The Dam will impact; flow dynamics, water quality, nutrients, sediment, habitat fragmentation and aquatic biodiversity. Due to these environmental impacts the EIA stated, ‘It is recommended to identify and describe the physical characteristics of these habitats for future habitat recovery before impoundment.' Due to these discovered impacts a few management strategies have been established to decrease the impact that the dam will have on the ecosystem. The main and most influential strategies include; a fish pass, built with 2 fish ladders both 3m deep x 10m wide, one 600m long, other 800m long, which would allow for migration and any necessary aquatic movement and the water being kept largely flowing so the daily flow regime is not affected.

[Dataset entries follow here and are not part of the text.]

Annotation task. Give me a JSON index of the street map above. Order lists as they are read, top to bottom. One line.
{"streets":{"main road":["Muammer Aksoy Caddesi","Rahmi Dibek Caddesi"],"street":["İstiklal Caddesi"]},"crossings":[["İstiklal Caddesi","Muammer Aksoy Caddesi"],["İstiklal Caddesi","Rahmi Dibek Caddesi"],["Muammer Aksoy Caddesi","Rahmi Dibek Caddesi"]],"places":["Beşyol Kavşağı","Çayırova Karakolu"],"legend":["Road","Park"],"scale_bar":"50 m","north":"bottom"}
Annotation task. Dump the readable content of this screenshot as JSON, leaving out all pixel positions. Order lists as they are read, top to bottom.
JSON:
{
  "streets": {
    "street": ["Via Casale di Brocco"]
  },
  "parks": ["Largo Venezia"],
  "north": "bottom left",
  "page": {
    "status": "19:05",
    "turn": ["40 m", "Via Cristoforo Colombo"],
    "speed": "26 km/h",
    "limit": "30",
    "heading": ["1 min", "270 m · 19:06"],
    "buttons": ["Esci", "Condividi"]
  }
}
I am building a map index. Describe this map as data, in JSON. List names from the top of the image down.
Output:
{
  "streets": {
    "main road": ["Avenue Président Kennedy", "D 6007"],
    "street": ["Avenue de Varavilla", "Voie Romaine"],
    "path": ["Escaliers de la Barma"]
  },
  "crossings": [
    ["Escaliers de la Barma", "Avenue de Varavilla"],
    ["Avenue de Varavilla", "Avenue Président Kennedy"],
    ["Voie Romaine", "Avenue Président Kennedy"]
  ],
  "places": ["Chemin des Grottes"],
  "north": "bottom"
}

Warragamba dam is located south of the Blue Mountains and about 65 kilometres west of Sydney. The Australian Government maintains the water quality, according to Australian Drinking guidelines, through a systematic and standardised approach. The Australian Government is also required to Implement programs to reduce risks and issues relating to water quality. The main ecological issues that affect the dam include; Livestock and grazing, fertilizers and Mining and Quarries. These issues are each combated using specific and effective strategies such as community education, monitoring-water testing, Financial assistance and Planning and regulations. However, because the dam supplies water to 80% of Sydney, it is essential to maintain the water quality so it does not have negative effect on someone's health. WaterNSW protects the health of the catchments to ensure reliable, quality drinking water is available for the 4.5 million people of Sydney and the Illawarra, Blue Mountains, Southern Highlands, Goulburn and Shoalhaven regions. A multi-barrier approach incorporating; the catchment, reservoirs, delivery, treatment, tap is taken to guarantee safe, drinkable water.
Xayaburi dam construction started in 2012 and will be finished in 2020.
Xayaburi dam cost $3.8 Billion for full construction and is owned by a private power company called Xayaburi Power Company.
The dam's construction will ultimately cause around 2,100 people to be resettled, and more than 202,000 people living in the dam's area will experience impacts due to the loss of agricultural land and riverbank gardens.
Warragamba dam took 12 years and 1,800 workers to build the dam, which opened in 1960.
It took $1 billion to raise the dam to a safe height.
The concrete used was mixed on site using 305,000 tonnes of cement and 2.5 million tonnes of sand and gravel. The sand and gravel was transported from McCann's Island in the Nepean River via an aerial ropeway.